As Bounty set sail and the crew became increasingly more despondent at the whippings and unjust, unreasonable treatment by Bligh, it was decided by Executive Officer Fletcher Christian there would be a mutiny. Christian insisted Bligh not be killed but instead put into a whaleboat with an assortment of necessary crew and be put adrift. Little did Christian know that Bligh would eventually make land and still later return to England on another ship, at which time he pressed charges against the mutineers.

In the meantime, Christian and the other mutineers headed back to Tahiti. They were not welcomed as before. That ruling king said he had done his part towards supplying them with all the breadfruit they wanted. He said keeping them now would incur the wrath of the king of England, so they ran them off. At least one crewman was killed as they escaped.
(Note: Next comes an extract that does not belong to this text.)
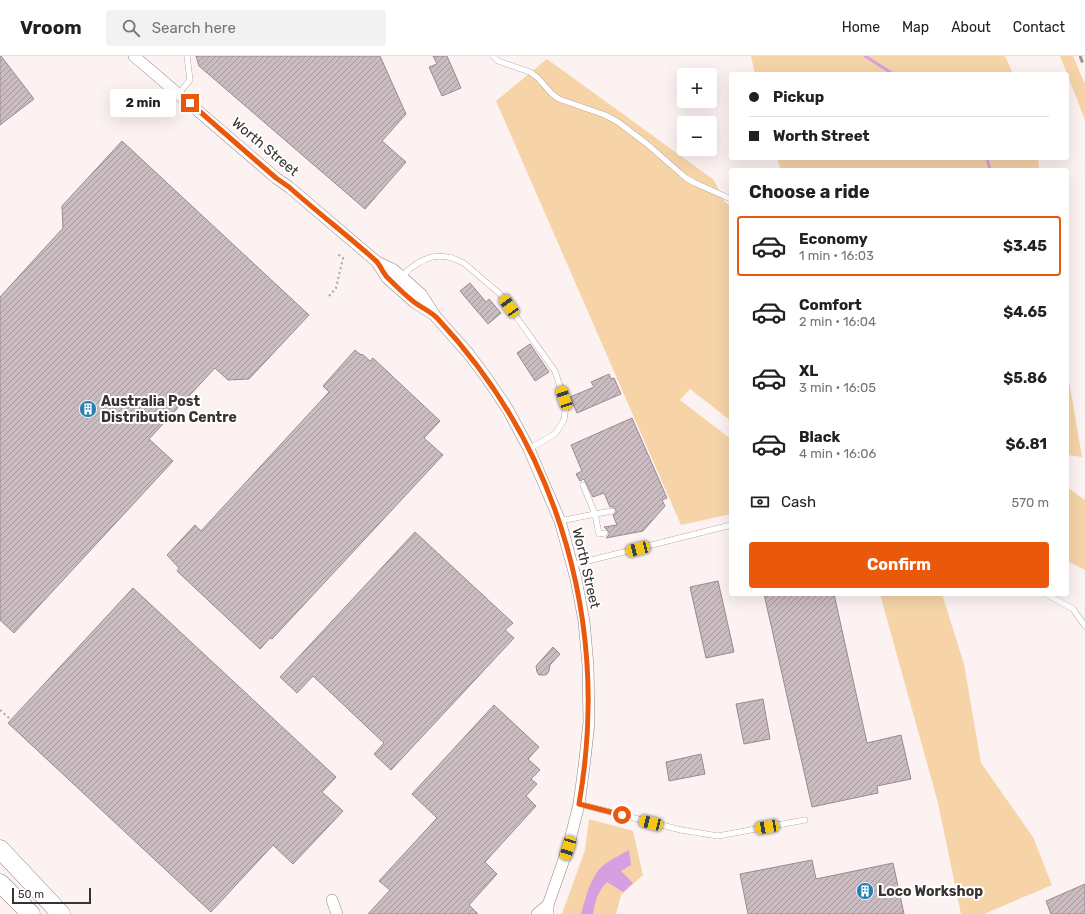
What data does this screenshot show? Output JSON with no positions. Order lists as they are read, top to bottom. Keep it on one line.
{"streets":{"street":["Worth Street"]},"places":{"building":["Australia Post Distribution Centre","Loco Workshop"]},"scale_bar":"50 m","page":{"header":"Vroom","search":"Search here","nav":["Home","Map","About","Contact"],"map_buttons":["+","−"],"banner":["Pickup","Worth Street"],"bubble":"2 min","heading":"Choose a ride","list":[{"name":"Economy","note":"1 min · 16:03","value":"$3.45"},{"name":"Comfort","note":"2 min · 16:04","value":"$4.65"},{"name":"XL","note":"3 min · 16:05","value":"$5.86"},{"name":"Black","note":"4 min · 16:06","value":"$6.81"}],"pay":["Cash","570 m"],"buttons":"Confirm","scale":"50 m"}}
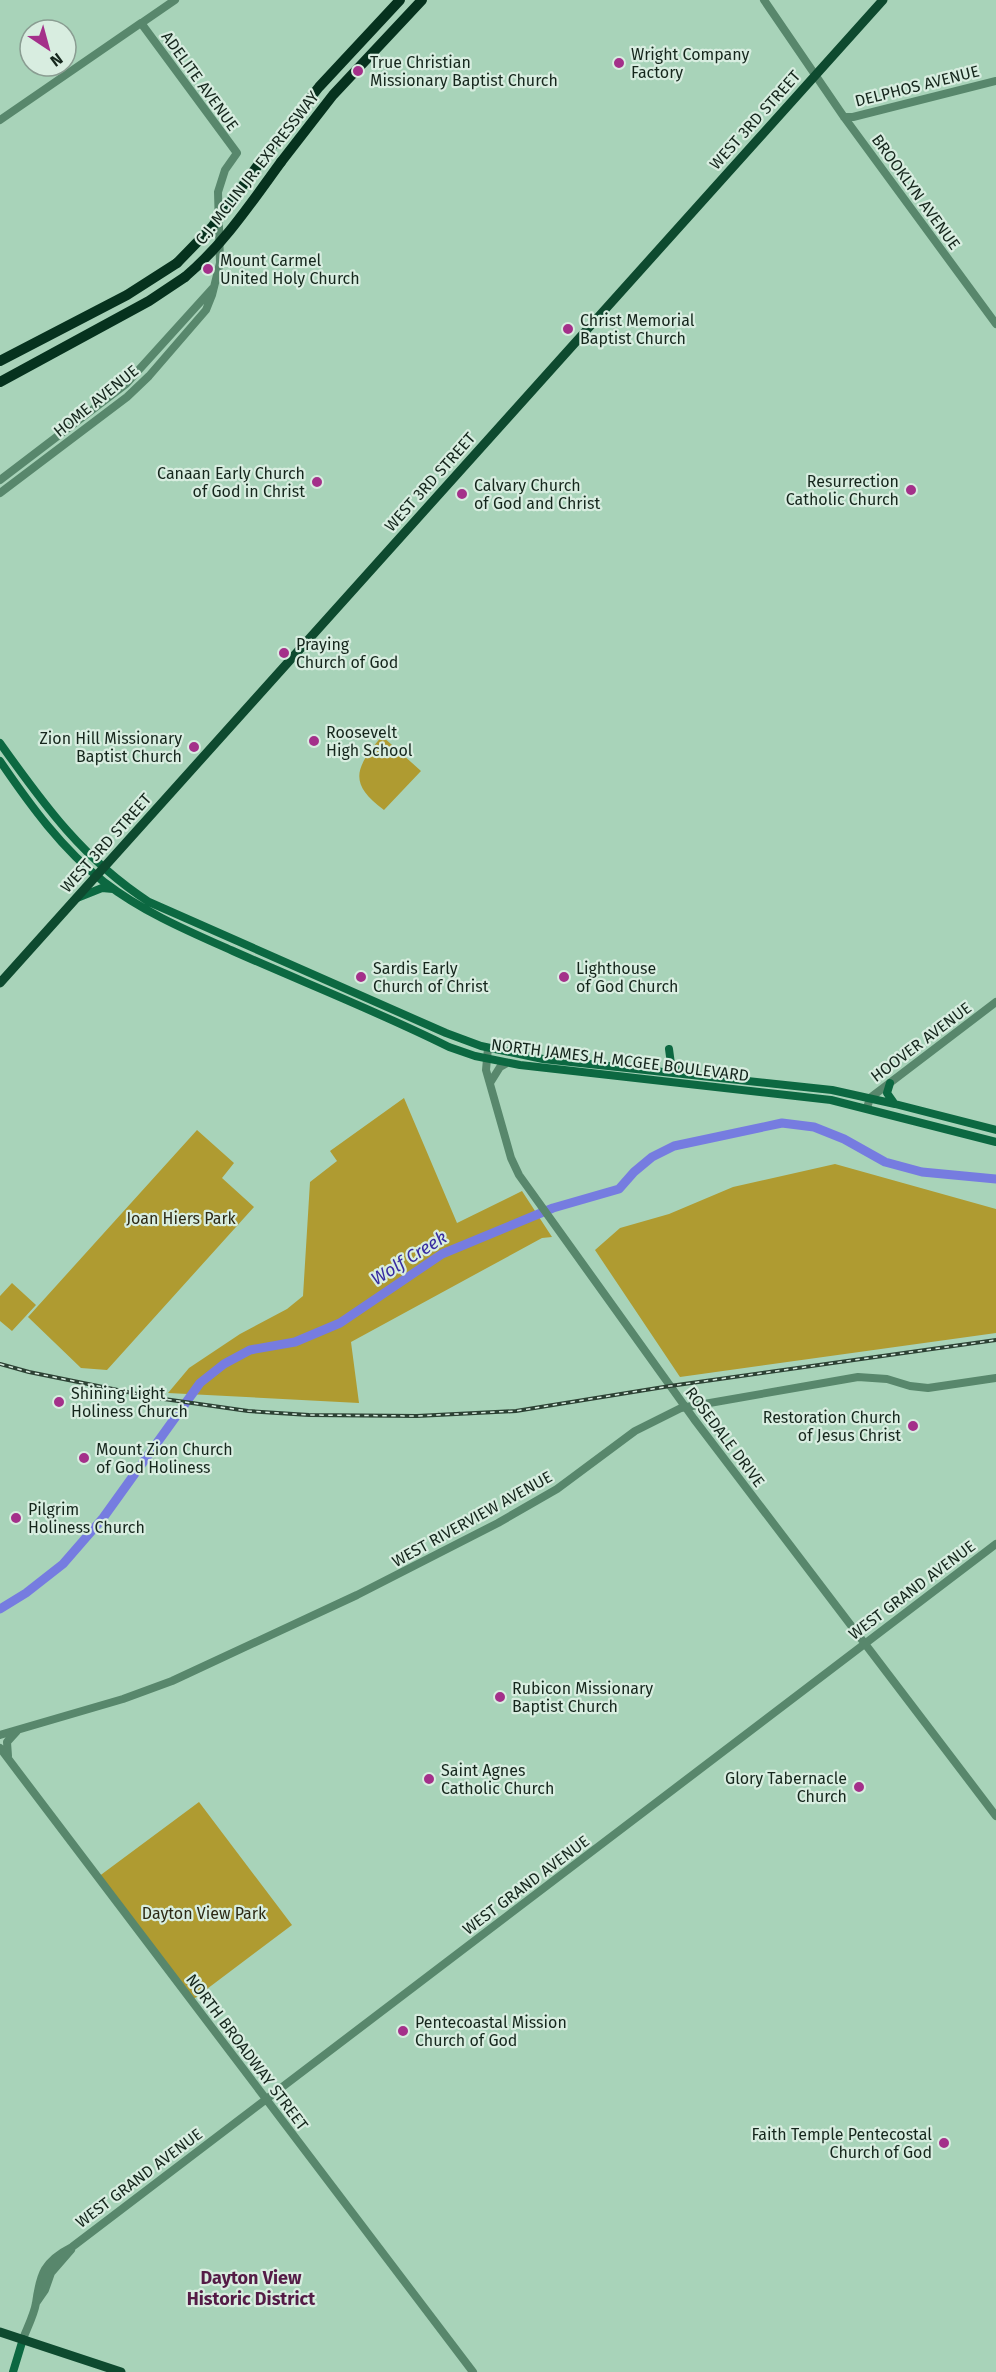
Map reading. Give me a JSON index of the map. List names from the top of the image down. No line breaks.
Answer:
{"streets":{"highway":["C.J. MCLIN JR. EXPRESSWAY"],"main road":["WEST 3RD STREET","NORTH JAMES H. MCGEE BOULEVARD","WEST GRAND AVENUE"],"street":["ADELITE AVENUE","DELPHOS AVENUE","BROOKLYN AVENUE","HOME AVENUE","HOOVER AVENUE","ROSEDALE DRIVE","WEST RIVERVIEW AVENUE","NORTH BROADWAY STREET"]},"crossings":[["ADELITE AVENUE","HOME AVENUE"],["DELPHOS AVENUE","BROOKLYN AVENUE"],["WEST 3RD STREET","BROOKLYN AVENUE"],["WEST 3RD STREET","NORTH JAMES H. MCGEE BOULEVARD"],["HOOVER AVENUE","NORTH JAMES H. MCGEE BOULEVARD"],["NORTH JAMES H. MCGEE BOULEVARD","ROSEDALE DRIVE"],["ROSEDALE DRIVE","WEST RIVERVIEW AVENUE"],["ROSEDALE DRIVE","WEST GRAND AVENUE"],["WEST GRAND AVENUE","NORTH BROADWAY STREET"]],"districts":["Dayton View Historic District"],"water":["Wolf Creek"],"parks":["Joan Hiers Park","Dayton View Park"],"places":["Wright Company Factory","True Christian Missionary Baptist Church","Mount Carmel United Holy Church","Christ Memorial Baptist Church","Canaan Early Church of God in Christ","Resurrection Catholic Church","Calvary Church of God and Christ","Praying Church of God","Roosevelt High School","Zion Hill Missionary Baptist Church","Sardis Early Church of Christ","Lighthouse of God Church","Shining Light Holiness Church","Restoration Church of Jesus Christ","Mount Zion Church of God Holiness","Pilgrim Holiness Church","Rubicon Missionary Baptist Church","Saint Agnes Catholic Church","Glory Tabernacle Church","Pentecoastal Mission Church of God","Faith Temple Pentecostal Church of God"],"north":"bottom right"}
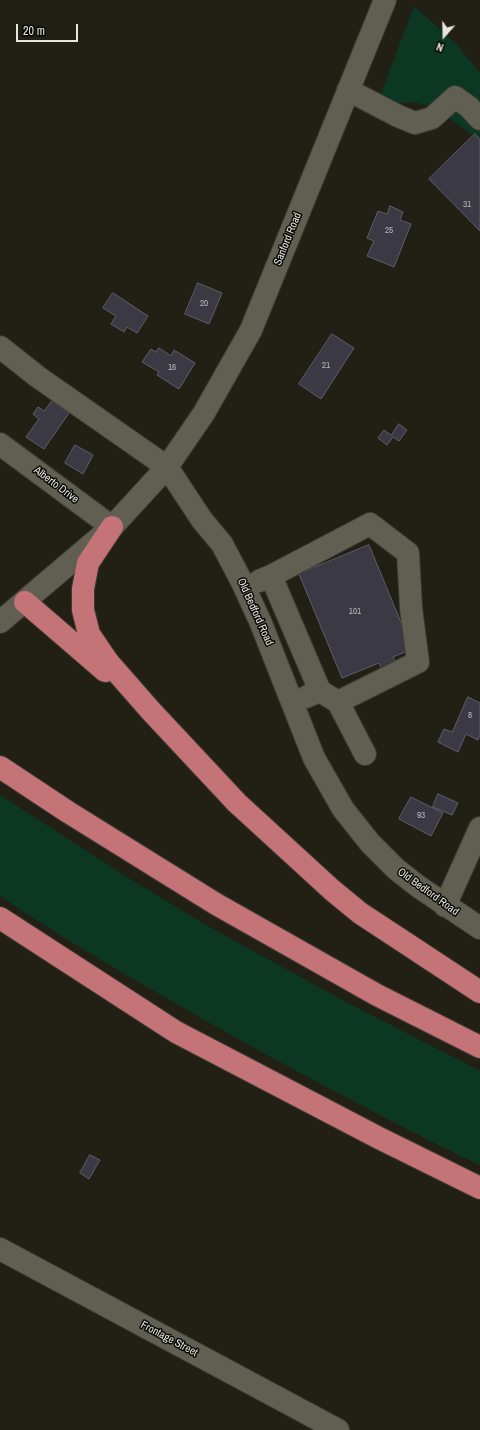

They sailed to another South Pacific island, Tubaui, but were run off there, also. In fact, they were stoned and darned near killed. Christian had heard of Pitcairn because Capt. Cook had discovered it, and set sail for it. Several more crew died. The ship finally came within sight of Pitcairn but by now the crew was reduced to nine men from the Bounty, six Tahitian men and 12 Tahitian women to look after them and be their consorts. They reached Pitcairn on January 23, 1790 and as soon as they reached land and unloaded supplies, Christian insisted they burn the Bounty to the water line so it could not be spotted by passing ships. Thus, Christian and five other mutineers sealed their fate. They knew they would never leave Pitcairn Island. Christian later spent many days brooding in a cave near the top of Pitcairn's rugged mountains.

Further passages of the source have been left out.